──────── RECORDS SHOWN ────────

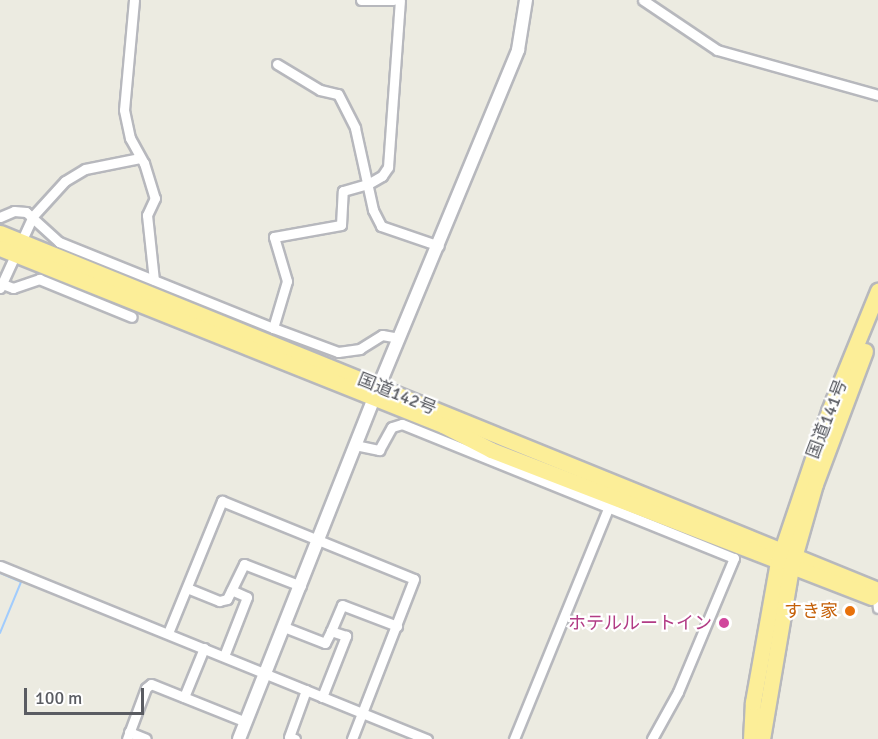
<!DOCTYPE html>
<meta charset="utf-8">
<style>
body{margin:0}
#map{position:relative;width:878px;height:739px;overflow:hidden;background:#ecebe1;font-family:Signika,"Noto Sans JP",sans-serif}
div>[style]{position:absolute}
.stream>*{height:2px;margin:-1px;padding:0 1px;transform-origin:1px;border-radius:1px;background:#a1ccfd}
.roads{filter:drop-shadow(2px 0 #b7b8bd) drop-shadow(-2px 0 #b7b8bd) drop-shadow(0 2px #b7b8bd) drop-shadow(0 -2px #b7b8bd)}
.minor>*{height:9px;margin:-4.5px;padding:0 4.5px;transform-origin:4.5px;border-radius:4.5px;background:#fff}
.tertiary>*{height:12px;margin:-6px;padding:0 6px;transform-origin:6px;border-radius:6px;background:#fff}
.trunk>*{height:15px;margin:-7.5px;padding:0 7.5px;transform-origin:7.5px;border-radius:7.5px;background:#fcee98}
.dots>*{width:16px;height:16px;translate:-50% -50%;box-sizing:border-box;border:3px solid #fff;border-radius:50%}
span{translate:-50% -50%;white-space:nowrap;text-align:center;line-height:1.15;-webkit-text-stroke:4.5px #fff;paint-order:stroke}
.street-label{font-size:18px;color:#5a5c62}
.food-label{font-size:18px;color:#c56008}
.right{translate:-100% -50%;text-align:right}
.hotel-label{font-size:18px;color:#b23c85}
.scale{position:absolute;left:24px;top:688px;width:120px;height:27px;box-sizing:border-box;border:3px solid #5a5c62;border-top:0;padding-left:8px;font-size:18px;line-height:21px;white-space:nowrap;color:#5a5c62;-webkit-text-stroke:4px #fff;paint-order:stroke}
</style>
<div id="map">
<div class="stream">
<div style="left:0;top:573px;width:23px;rotate:23deg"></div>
<div style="left:21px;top:582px;width:55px;rotate:112.4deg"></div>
</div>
<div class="roads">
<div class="minor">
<div style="left:134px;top:0;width:110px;rotate:95.2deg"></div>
<div style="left:124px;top:110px;width:29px;rotate:78deg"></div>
<div style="left:130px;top:138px;width:29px;rotate:61deg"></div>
<div style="left:144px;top:163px;width:37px;rotate:73deg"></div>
<div style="left:155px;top:198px;width:19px;rotate:115deg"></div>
<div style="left:147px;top:215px;width:65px;rotate:83.9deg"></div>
<div style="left:361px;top:0;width:32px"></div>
<div style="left:643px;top:0;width:89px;rotate:34deg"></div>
<div style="left:717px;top:50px;width:167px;rotate:15.6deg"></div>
<div style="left:277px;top:64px;width:50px;rotate:31.2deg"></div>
<div style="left:320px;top:90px;width:18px;rotate:13deg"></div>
<div style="left:338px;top:94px;width:38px;rotate:63deg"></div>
<div style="left:355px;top:128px;width:84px;rotate:77.6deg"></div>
<div style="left:373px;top:210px;width:18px;rotate:63deg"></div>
<div style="left:381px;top:226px;width:61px;rotate:19deg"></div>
<div style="left:0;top:217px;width:15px;rotate:-23deg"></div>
<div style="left:14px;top:211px;width:12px;rotate:5deg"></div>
<div style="left:26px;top:212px;width:45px;rotate:42.3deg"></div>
<div style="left:59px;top:242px;width:231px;rotate:21.9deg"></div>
<div style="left:0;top:283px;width:14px;rotate:21deg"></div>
<div style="left:13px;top:288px;width:28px;rotate:-19deg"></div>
<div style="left:39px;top:279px;width:100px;rotate:22.2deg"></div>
<div style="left:0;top:288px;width:79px;rotate:-65.4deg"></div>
<div style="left:33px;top:216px;width:47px;rotate:-47.6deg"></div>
<div style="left:65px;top:181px;width:23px;rotate:-31deg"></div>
<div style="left:85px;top:169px;width:56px;rotate:-11.3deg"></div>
<div style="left:399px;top:338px;width:17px;rotate:-170deg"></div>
<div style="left:382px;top:335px;width:26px;rotate:148deg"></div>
<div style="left:360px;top:349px;width:22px;rotate:172deg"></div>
<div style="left:338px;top:352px;width:69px;rotate:-159.7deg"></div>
<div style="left:273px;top:328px;width:49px;rotate:-73.4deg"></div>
<div style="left:287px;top:281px;width:46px;rotate:-106.5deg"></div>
<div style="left:274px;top:237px;width:68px;rotate:-10.2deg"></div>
<div style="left:341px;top:225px;width:34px;rotate:-87deg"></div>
<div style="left:343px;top:191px;width:26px;rotate:-16deg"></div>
<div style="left:368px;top:184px;width:16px;rotate:-30deg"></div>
<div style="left:382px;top:176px;width:11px;rotate:-56deg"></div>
<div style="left:388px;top:167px;width:167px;rotate:-85.9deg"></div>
<div style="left:355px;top:445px;width:25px;rotate:12deg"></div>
<div style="left:379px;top:450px;width:26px;rotate:-61deg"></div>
<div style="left:392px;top:427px;width:10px;rotate:-17deg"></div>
<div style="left:402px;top:424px;width:358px;rotate:22deg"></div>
<div style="left:734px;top:558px;width:145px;rotate:112.7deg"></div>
<div style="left:678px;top:692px;width:54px;rotate:119deg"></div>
<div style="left:0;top:566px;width:461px;rotate:22.1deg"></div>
<div style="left:187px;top:588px;width:35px;rotate:22deg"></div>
<div style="left:219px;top:601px;width:8px;rotate:-14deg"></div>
<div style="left:227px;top:599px;width:39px;rotate:-64deg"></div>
<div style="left:244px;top:564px;width:61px;rotate:21.1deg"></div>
<div style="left:877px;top:599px;width:9px;rotate:84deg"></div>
<div style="left:284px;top:627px;width:44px;rotate:21.3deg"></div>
<div style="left:325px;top:643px;width:13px;rotate:-63deg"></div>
<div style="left:168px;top:633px;width:143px;rotate:-67.8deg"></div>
<div style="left:222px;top:501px;width:207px;rotate:22.1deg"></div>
<div style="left:414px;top:579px;width:172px;rotate:111.2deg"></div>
<div style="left:224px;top:656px;width:63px;rotate:-68.7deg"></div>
<div style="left:247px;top:597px;width:17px;rotate:-156deg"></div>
<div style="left:184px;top:697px;width:53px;rotate:-67.8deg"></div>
<div style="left:322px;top:697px;width:66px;rotate:-68.5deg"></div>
<div style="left:346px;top:636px;width:16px;rotate:-162deg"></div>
<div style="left:331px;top:631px;width:28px;rotate:-67deg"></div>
<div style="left:342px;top:605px;width:59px;rotate:20.9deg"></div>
<div style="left:129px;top:732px;width:18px;rotate:22deg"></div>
<div style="left:127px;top:739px;width:54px;rotate:-69.6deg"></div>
<div style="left:146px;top:688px;width:6px;rotate:-39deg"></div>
<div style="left:151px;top:684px;width:102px;rotate:21.8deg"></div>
<div style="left:295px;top:739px;width:6px;rotate:-162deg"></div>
<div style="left:289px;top:737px;width:50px;rotate:-70.1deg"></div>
<div style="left:514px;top:739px;width:254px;rotate:-67.8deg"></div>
</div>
<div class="tertiary">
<div style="left:239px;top:739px;width:367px;rotate:-68.4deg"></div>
<div style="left:374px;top:398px;width:377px;rotate:-67.5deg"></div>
<div style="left:518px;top:50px;width:51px;rotate:-80.9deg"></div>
</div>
<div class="trunk">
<div style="left:0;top:233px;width:948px;rotate:22.13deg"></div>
<div style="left:0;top:248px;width:477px;rotate:21.8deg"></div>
<div style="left:443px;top:425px;width:54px;rotate:27.5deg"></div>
<div style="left:491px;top:450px;width:408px;rotate:21.1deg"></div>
<div style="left:751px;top:739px;width:37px;rotate:-87deg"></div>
<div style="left:753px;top:702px;width:142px;rotate:-79.9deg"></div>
<div style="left:778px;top:562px;width:159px;rotate:-71.3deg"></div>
<div style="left:829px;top:411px;width:130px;rotate:-67.8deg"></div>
<div style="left:762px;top:739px;width:173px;rotate:-80.4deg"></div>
<div style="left:791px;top:568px;width:87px;rotate:-74.1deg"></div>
<div style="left:815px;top:484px;width:142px;rotate:-69.4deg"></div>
</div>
</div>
<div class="dots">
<div style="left:850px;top:611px;background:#e8710a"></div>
<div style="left:724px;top:623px;background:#d1479c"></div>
</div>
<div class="street-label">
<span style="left:397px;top:394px;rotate:22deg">国道142号</span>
<span style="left:827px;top:419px;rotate:-69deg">国道141号</span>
</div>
<div class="food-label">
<span class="right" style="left:838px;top:611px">すき家</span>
</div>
<div class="hotel-label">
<span class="right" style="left:712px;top:623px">ホテルルートイン</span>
</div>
<div class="scale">100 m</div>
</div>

────────

*EXERCISE GOAL*
Would you restate, word for word and with no pictures, only the lines from the opening of the material through the line with "0 #b7b8bd) drop-shadow(-2px", both included?

*TASK RESPONSE*
<!DOCTYPE html>
<meta charset="utf-8">
<style>
body{margin:0}
#map{position:relative;width:878px;height:739px;overflow:hidden;background:#ecebe1;font-family:Signika,"Noto Sans JP",sans-serif}
div>[style]{position:absolute}
.stream>*{height:2px;margin:-1px;padding:0 1px;transform-origin:1px;border-radius:1px;background:#a1ccfd}
.roads{filter:drop-shadow(2px 0 #b7b8bd) drop-shadow(-2px 0 #b7b8bd) drop-shadow(0 2px #b7b8bd) drop-shadow(0 -2px #b7b8bd)}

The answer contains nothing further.